In order to reason about other agents, we need to have some reasoning about what the other agent(s) are thinking about
0.1 - Strategic Uncertainty
There are two key examples of strategic uncertainty
Simultaneous move / imperfect information - unaware of what your opponent is going to do - e.g. scissors paper rock
Perfect Information - You can see the entire environment and what moves your opponent has made up to that point, so you can reason about what they're going to do next.
1.0 - Single Agents vs Multiple Agents
Many domains are characterised by multiple agents rather than a single agent - these are multi-agent systems.
Multi-agent systems are a computational system consisting of two or more interacting intelligent agents
Multi-agent systems are used to model and solve complex problems that are difficult or impossible for an individual agent or monolithic system to solve
Agents can be cooperative, competitive or somewhere in-between
Agents that are strategic can't be modelled as nature.
Trading on stock market → Build probabilistic model to model the stock market.
Bidding at an auction → Model as adversarial agents - "You can see what they're doing"
1.2 - Game Theory
Game theory is an umbrella term for the study of mathematical models of strategic interaction among rational agents
The name "game" theory is traced to its origin analysing zero-sum games such as chess and card games, in which each participant's gains or losses are exactly balanced to those of other participants
It is now used to model all manner of scenarios, from cooperation and coordination, to conflict and deceit.
🧠 Key Idea: Game Theory provides a model for reasoning over other agents' action and behaviours in AI, and is considered a foundation of multi-agent system design and analysis.
1.2.1 - Game Theory: Normal v Extensive Form
A key distinction in game regards the timing of when information about one agent becomes available to other agents in the environment
Extensive Form Agents / players take turns to act
The game is modelled by a game graph where game states are nodes, and each action is represented by an edge.
Perfect Information The agent is able to see other agents' moves, akin to fully-observable systems where you can see every action that a player has taken up to that point (e.g. Tic-Tac-Toe, Chess, Go)
Imperfect Information Like Partially Observable systems cannot fully see other agents' moves (e.g. card games, Battleships)

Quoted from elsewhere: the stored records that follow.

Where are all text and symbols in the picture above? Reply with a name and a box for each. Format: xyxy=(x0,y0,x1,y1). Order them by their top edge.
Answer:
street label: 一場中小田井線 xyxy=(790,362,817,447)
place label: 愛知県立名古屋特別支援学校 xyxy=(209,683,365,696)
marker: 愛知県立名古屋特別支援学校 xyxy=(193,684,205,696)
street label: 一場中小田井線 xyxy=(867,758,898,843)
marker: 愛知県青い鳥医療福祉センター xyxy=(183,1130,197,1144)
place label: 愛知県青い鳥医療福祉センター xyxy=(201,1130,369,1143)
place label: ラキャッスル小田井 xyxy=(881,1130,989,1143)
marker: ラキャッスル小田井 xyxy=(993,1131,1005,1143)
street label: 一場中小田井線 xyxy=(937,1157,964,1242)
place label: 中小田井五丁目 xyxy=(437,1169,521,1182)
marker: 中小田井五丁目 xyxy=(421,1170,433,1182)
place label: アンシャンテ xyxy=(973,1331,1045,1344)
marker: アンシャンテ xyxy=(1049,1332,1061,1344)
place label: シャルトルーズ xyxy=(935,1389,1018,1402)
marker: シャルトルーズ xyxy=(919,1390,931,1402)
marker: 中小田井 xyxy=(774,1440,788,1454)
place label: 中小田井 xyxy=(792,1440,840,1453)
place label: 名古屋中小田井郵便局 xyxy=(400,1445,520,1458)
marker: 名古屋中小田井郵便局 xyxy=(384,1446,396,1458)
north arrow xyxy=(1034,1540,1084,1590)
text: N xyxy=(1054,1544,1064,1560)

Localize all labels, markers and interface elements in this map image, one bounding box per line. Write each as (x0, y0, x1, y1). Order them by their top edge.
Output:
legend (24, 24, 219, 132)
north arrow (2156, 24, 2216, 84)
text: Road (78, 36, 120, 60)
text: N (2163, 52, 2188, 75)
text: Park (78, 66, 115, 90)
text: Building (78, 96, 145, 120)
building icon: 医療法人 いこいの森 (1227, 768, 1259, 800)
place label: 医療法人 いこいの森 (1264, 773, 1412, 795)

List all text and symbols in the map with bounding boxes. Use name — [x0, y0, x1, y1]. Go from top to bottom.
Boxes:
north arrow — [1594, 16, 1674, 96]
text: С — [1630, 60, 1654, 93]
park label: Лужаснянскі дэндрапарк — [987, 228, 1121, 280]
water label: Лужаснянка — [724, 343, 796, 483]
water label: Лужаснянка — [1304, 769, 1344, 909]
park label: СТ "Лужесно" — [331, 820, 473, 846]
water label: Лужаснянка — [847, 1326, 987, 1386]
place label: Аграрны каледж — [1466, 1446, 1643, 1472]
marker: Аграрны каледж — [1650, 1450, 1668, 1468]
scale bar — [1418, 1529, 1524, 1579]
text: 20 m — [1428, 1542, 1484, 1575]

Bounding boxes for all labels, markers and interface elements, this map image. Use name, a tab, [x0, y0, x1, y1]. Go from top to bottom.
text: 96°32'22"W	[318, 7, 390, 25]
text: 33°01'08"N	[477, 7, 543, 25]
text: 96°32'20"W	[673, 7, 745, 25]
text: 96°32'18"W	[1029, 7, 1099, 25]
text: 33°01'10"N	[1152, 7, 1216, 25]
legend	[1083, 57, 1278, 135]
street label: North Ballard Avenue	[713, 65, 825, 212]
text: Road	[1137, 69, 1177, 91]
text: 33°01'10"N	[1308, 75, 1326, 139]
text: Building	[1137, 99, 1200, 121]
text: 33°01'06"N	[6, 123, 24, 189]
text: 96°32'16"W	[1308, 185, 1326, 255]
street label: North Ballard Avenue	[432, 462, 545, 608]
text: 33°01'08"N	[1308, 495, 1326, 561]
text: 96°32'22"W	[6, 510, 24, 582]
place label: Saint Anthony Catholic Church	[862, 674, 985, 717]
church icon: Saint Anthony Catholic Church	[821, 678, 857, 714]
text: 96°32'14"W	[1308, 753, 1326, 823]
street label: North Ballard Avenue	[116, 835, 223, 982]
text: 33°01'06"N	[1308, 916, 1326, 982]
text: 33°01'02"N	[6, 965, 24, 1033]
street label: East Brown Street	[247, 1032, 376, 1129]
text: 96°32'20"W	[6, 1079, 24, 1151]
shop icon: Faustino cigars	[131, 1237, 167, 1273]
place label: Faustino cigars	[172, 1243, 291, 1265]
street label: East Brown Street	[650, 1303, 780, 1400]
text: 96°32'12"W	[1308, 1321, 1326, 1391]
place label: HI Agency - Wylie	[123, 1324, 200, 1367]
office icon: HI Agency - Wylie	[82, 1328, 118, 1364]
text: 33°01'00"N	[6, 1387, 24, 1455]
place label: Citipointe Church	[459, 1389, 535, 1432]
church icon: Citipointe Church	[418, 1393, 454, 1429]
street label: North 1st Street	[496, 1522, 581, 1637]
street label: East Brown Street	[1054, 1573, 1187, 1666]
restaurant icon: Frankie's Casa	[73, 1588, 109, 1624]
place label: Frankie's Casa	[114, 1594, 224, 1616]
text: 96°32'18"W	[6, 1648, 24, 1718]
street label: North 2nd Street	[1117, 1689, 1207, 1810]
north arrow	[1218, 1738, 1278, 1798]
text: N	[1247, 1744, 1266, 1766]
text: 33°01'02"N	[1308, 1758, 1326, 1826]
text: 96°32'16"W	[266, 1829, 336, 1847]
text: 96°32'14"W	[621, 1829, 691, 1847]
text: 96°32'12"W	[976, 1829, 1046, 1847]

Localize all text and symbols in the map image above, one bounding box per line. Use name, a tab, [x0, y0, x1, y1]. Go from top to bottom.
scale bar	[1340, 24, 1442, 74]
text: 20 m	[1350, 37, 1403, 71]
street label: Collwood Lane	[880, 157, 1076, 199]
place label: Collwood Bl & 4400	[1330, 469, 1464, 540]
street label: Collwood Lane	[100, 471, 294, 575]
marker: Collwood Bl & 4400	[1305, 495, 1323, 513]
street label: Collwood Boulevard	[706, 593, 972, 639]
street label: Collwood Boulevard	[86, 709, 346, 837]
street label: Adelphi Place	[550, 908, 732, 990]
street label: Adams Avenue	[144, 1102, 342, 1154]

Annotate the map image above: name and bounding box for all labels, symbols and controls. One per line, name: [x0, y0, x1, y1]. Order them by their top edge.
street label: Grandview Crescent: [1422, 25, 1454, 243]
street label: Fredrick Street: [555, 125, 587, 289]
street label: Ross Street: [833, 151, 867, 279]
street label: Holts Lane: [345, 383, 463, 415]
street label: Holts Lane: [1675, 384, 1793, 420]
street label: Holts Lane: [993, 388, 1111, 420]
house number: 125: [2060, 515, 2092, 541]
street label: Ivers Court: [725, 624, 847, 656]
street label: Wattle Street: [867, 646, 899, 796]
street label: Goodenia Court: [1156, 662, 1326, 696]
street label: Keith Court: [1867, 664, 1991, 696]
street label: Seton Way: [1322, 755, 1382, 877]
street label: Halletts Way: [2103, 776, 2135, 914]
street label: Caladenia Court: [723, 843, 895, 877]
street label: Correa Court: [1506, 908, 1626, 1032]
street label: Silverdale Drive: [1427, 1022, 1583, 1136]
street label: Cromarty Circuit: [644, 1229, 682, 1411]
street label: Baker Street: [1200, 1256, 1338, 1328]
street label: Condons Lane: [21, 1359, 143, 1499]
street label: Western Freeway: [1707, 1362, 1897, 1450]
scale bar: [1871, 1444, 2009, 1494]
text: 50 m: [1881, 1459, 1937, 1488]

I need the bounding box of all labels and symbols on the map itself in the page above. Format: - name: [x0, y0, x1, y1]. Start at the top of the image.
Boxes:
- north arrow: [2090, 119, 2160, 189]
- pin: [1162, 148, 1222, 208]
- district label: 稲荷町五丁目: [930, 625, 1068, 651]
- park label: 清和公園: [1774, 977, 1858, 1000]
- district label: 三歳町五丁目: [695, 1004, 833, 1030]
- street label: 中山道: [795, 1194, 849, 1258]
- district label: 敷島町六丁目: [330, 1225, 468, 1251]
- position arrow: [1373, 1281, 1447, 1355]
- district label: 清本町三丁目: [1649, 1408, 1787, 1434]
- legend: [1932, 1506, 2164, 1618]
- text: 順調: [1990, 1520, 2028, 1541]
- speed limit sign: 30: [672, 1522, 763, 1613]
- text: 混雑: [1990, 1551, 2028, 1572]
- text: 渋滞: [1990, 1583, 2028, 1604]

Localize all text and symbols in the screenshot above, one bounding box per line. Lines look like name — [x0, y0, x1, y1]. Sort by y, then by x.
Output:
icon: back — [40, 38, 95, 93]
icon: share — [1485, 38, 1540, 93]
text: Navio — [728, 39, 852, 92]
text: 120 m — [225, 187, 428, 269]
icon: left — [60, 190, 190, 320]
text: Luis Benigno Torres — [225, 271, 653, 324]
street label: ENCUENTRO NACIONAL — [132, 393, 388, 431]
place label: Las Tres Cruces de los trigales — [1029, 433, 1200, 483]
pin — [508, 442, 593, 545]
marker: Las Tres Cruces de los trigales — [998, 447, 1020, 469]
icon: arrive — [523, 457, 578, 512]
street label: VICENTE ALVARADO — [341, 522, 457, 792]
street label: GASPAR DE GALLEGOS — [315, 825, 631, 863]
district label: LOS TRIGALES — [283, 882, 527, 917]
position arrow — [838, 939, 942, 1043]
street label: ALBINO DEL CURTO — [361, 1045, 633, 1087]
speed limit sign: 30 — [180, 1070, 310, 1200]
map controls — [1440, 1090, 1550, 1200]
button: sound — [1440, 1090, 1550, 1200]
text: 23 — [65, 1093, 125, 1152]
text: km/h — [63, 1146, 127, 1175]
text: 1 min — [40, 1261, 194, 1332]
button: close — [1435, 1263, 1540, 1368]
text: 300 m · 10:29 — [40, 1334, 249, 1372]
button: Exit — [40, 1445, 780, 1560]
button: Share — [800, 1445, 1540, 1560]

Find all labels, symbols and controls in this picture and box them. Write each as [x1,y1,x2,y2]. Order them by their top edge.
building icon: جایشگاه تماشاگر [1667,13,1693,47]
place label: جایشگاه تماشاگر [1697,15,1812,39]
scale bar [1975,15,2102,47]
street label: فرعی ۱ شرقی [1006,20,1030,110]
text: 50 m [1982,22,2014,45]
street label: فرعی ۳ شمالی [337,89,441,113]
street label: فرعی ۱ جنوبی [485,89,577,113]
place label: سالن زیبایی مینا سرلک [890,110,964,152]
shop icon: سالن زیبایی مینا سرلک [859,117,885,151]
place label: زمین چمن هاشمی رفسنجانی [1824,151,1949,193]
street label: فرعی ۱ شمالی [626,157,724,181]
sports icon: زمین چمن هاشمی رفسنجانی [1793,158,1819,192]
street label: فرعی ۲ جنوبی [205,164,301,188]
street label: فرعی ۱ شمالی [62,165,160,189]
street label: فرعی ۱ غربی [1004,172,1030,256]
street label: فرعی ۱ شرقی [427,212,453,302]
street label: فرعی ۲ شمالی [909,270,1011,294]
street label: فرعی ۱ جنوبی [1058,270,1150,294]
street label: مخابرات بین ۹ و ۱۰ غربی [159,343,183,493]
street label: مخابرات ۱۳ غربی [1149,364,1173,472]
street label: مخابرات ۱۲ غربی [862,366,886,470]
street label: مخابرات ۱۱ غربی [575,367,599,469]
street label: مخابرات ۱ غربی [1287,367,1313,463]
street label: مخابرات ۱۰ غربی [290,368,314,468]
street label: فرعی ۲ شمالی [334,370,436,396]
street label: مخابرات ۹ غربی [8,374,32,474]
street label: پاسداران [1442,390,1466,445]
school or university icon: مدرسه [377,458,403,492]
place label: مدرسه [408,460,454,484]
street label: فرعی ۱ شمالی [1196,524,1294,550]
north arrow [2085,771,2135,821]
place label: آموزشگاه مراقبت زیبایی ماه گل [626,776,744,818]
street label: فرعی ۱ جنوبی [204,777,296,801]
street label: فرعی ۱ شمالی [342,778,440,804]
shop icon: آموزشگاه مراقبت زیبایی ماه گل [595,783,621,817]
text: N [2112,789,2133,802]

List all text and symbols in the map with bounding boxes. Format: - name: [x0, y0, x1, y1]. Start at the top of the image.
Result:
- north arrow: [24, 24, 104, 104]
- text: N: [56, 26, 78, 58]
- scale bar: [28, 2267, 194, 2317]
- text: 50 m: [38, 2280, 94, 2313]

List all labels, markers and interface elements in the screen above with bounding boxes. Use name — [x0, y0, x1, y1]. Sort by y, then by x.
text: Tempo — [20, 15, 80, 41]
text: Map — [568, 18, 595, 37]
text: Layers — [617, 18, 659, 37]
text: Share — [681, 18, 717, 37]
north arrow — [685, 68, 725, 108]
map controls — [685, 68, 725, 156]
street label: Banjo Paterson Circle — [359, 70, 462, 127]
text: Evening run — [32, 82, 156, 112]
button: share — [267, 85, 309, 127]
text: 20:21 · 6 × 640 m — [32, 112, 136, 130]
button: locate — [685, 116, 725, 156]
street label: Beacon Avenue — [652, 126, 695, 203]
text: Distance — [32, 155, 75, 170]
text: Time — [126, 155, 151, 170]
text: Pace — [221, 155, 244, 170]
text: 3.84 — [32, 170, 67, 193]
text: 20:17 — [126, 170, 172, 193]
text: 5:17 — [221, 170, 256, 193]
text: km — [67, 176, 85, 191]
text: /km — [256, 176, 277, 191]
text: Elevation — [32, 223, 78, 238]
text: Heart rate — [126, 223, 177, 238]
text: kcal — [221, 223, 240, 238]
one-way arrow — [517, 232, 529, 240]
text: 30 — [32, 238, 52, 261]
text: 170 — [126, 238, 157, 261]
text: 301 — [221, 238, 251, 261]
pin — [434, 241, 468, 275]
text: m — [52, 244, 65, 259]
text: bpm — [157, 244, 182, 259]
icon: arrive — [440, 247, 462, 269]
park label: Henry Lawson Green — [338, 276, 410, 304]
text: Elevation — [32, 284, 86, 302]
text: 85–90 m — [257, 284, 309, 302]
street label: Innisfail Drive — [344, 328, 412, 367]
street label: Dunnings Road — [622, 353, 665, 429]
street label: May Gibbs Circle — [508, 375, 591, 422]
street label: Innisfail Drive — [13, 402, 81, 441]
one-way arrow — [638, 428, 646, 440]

Normal Form Simultaneous moves, players cannot observe each others' action choice:
Typically represented by a payoff matrix
E.g. rock-paper-scissors
1.2.2 - Sharing Game with Perfect Information
🧠 Extensive form of a sharing game with perfect information
Players alternate taking moves at each other
Actions are represented by edges, payoffs are indicated by tuples at the leaf nodes (Andy's Reward, Barb's Reward)
Andy observes the initial state of the game and chooses to either keep, share or give the reward.
Barb chooses whether the action will be performed.
1.2.3 - Sharing Game with Imperfect Information
We introduce the ellipse which we call an information set.
Bob cannot distinguish the nodes in an information set.
Note that this is a zero sum game, where the sum of the rewards are 0.
We could model the game more concisely using a payoff matrix as shown below
By convention the tuple of rewards are in the order (row_player, col_player)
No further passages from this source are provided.